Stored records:
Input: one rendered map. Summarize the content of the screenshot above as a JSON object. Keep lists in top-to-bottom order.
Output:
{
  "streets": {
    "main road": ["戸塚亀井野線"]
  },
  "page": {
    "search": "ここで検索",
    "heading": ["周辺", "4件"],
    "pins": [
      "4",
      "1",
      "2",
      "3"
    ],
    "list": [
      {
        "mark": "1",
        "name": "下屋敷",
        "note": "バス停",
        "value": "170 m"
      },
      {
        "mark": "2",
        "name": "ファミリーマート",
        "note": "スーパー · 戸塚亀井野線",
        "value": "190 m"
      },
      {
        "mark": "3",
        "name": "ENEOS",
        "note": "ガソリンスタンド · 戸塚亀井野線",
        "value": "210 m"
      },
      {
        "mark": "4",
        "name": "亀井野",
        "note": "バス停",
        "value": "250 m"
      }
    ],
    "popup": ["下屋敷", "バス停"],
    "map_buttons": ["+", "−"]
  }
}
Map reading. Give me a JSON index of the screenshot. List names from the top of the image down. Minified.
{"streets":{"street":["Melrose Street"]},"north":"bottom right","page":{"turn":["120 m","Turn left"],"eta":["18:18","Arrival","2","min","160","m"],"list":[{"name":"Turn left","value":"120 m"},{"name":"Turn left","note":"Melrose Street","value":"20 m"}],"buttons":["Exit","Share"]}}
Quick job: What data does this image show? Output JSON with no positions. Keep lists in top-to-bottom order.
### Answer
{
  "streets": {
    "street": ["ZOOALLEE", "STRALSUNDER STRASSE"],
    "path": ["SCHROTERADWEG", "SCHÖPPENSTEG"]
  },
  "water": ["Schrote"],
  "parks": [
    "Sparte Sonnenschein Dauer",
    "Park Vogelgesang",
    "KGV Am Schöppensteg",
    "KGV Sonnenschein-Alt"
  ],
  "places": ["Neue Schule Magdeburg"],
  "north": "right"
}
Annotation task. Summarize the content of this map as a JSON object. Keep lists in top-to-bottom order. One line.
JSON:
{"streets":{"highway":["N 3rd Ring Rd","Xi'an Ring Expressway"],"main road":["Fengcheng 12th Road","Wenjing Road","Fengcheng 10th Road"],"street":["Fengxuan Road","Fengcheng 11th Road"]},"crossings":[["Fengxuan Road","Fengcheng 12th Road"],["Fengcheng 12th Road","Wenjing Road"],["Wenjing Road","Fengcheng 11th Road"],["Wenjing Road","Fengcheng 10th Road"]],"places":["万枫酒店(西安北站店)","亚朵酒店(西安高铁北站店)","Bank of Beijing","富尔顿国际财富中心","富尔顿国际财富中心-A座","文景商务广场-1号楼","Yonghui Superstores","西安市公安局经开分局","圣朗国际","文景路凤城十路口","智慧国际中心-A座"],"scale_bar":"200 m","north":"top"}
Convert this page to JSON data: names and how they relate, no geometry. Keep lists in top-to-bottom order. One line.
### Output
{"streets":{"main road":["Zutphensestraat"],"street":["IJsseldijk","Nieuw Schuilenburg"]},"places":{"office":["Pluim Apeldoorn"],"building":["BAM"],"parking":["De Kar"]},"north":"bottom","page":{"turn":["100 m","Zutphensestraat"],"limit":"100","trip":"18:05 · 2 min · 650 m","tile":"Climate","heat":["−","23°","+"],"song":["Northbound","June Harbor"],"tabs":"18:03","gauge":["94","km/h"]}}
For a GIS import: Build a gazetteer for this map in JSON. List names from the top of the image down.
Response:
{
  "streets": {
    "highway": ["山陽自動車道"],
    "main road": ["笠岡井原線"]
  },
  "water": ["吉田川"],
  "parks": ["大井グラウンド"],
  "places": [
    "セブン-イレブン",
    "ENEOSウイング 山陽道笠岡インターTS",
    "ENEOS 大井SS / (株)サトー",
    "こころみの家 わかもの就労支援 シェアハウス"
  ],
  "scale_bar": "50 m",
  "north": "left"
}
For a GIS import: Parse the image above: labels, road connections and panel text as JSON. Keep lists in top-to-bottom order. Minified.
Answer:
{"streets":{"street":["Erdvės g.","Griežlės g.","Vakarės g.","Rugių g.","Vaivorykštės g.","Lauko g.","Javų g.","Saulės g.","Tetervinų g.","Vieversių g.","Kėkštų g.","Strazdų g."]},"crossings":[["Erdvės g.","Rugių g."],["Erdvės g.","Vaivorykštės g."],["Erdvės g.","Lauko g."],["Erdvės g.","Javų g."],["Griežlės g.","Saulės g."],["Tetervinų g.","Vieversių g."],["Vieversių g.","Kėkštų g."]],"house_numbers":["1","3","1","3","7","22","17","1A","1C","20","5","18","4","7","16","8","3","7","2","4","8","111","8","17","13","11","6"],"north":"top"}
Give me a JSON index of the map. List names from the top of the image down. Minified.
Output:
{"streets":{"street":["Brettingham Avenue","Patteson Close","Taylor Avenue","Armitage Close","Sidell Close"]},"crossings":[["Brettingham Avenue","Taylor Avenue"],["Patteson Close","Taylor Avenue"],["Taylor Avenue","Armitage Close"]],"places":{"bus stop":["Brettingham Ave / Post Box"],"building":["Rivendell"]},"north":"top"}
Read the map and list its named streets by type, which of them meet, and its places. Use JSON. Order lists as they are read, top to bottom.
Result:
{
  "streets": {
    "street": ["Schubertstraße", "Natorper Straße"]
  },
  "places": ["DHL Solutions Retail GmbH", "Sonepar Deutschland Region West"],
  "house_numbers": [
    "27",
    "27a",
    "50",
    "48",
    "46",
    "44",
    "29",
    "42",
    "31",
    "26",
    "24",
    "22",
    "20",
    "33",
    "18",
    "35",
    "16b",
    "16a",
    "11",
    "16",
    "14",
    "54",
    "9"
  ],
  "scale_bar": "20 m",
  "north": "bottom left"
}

What the exercise asks: Every entry above should be transcribed exactly and in full.

Answer to this task:
Input: one rendered map. Summarize the content of the screenshot above as a JSON object. Keep lists in top-to-bottom order.
Output:
{
  "streets": {
    "main road": ["戸塚亀井野線"]
  },
  "page": {
    "search": "ここで検索",
    "heading": ["周辺", "4件"],
    "pins": [
      "4",
      "1",
      "2",
      "3"
    ],
    "list": [
      {
        "mark": "1",
        "name": "下屋敷",
        "note": "バス停",
        "value": "170 m"
      },
      {
        "mark": "2",
        "name": "ファミリーマート",
        "note": "スーパー · 戸塚亀井野線",
        "value": "190 m"
      },
      {
        "mark": "3",
        "name": "ENEOS",
        "note": "ガソリンスタンド · 戸塚亀井野線",
        "value": "210 m"
      },
      {
        "mark": "4",
        "name": "亀井野",
        "note": "バス停",
        "value": "250 m"
      }
    ],
    "popup": ["下屋敷", "バス停"],
    "map_buttons": ["+", "−"]
  }
}
Map reading. Give me a JSON index of the screenshot. List names from the top of the image down. Minified.
{"streets":{"street":["Melrose Street"]},"north":"bottom right","page":{"turn":["120 m","Turn left"],"eta":["18:18","Arrival","2","min","160","m"],"list":[{"name":"Turn left","value":"120 m"},{"name":"Turn left","note":"Melrose Street","value":"20 m"}],"buttons":["Exit","Share"]}}
Quick job: What data does this image show? Output JSON with no positions. Keep lists in top-to-bottom order.
### Answer
{
  "streets": {
    "street": ["ZOOALLEE", "STRALSUNDER STRASSE"],
    "path": ["SCHROTERADWEG", "SCHÖPPENSTEG"]
  },
  "water": ["Schrote"],
  "parks": [
    "Sparte Sonnenschein Dauer",
    "Park Vogelgesang",
    "KGV Am Schöppensteg",
    "KGV Sonnenschein-Alt"
  ],
  "places": ["Neue Schule Magdeburg"],
  "north": "right"
}
Annotation task. Summarize the content of this map as a JSON object. Keep lists in top-to-bottom order. One line.
JSON:
{"streets":{"highway":["N 3rd Ring Rd","Xi'an Ring Expressway"],"main road":["Fengcheng 12th Road","Wenjing Road","Fengcheng 10th Road"],"street":["Fengxuan Road","Fengcheng 11th Road"]},"crossings":[["Fengxuan Road","Fengcheng 12th Road"],["Fengcheng 12th Road","Wenjing Road"],["Wenjing Road","Fengcheng 11th Road"],["Wenjing Road","Fengcheng 10th Road"]],"places":["万枫酒店(西安北站店)","亚朵酒店(西安高铁北站店)","Bank of Beijing","富尔顿国际财富中心","富尔顿国际财富中心-A座","文景商务广场-1号楼","Yonghui Superstores","西安市公安局经开分局","圣朗国际","文景路凤城十路口","智慧国际中心-A座"],"scale_bar":"200 m","north":"top"}
Convert this page to JSON data: names and how they relate, no geometry. Keep lists in top-to-bottom order. One line.
### Output
{"streets":{"main road":["Zutphensestraat"],"street":["IJsseldijk","Nieuw Schuilenburg"]},"places":{"office":["Pluim Apeldoorn"],"building":["BAM"],"parking":["De Kar"]},"north":"bottom","page":{"turn":["100 m","Zutphensestraat"],"limit":"100","trip":"18:05 · 2 min · 650 m","tile":"Climate","heat":["−","23°","+"],"song":["Northbound","June Harbor"],"tabs":"18:03","gauge":["94","km/h"]}}
For a GIS import: Build a gazetteer for this map in JSON. List names from the top of the image down.
Response:
{
  "streets": {
    "highway": ["山陽自動車道"],
    "main road": ["笠岡井原線"]
  },
  "water": ["吉田川"],
  "parks": ["大井グラウンド"],
  "places": [
    "セブン-イレブン",
    "ENEOSウイング 山陽道笠岡インターTS",
    "ENEOS 大井SS / (株)サトー",
    "こころみの家 わかもの就労支援 シェアハウス"
  ],
  "scale_bar": "50 m",
  "north": "left"
}
For a GIS import: Parse the image above: labels, road connections and panel text as JSON. Keep lists in top-to-bottom order. Minified.
Answer:
{"streets":{"street":["Erdvės g.","Griežlės g.","Vakarės g.","Rugių g.","Vaivorykštės g.","Lauko g.","Javų g.","Saulės g.","Tetervinų g.","Vieversių g.","Kėkštų g.","Strazdų g."]},"crossings":[["Erdvės g.","Rugių g."],["Erdvės g.","Vaivorykštės g."],["Erdvės g.","Lauko g."],["Erdvės g.","Javų g."],["Griežlės g.","Saulės g."],["Tetervinų g.","Vieversių g."],["Vieversių g.","Kėkštų g."]],"house_numbers":["1","3","1","3","7","22","17","1A","1C","20","5","18","4","7","16","8","3","7","2","4","8","111","8","17","13","11","6"],"north":"top"}
Give me a JSON index of the map. List names from the top of the image down. Minified.
Output:
{"streets":{"street":["Brettingham Avenue","Patteson Close","Taylor Avenue","Armitage Close","Sidell Close"]},"crossings":[["Brettingham Avenue","Taylor Avenue"],["Patteson Close","Taylor Avenue"],["Taylor Avenue","Armitage Close"]],"places":{"bus stop":["Brettingham Ave / Post Box"],"building":["Rivendell"]},"north":"top"}
Read the map and list its named streets by type, which of them meet, and its places. Use JSON. Order lists as they are read, top to bottom.
Result:
{
  "streets": {
    "street": ["Schubertstraße", "Natorper Straße"]
  },
  "places": ["DHL Solutions Retail GmbH", "Sonepar Deutschland Region West"],
  "house_numbers": [
    "27",
    "27a",
    "50",
    "48",
    "46",
    "44",
    "29",
    "42",
    "31",
    "26",
    "24",
    "22",
    "20",
    "33",
    "18",
    "35",
    "16b",
    "16a",
    "11",
    "16",
    "14",
    "54",
    "9"
  ],
  "scale_bar": "20 m",
  "north": "bottom left"
}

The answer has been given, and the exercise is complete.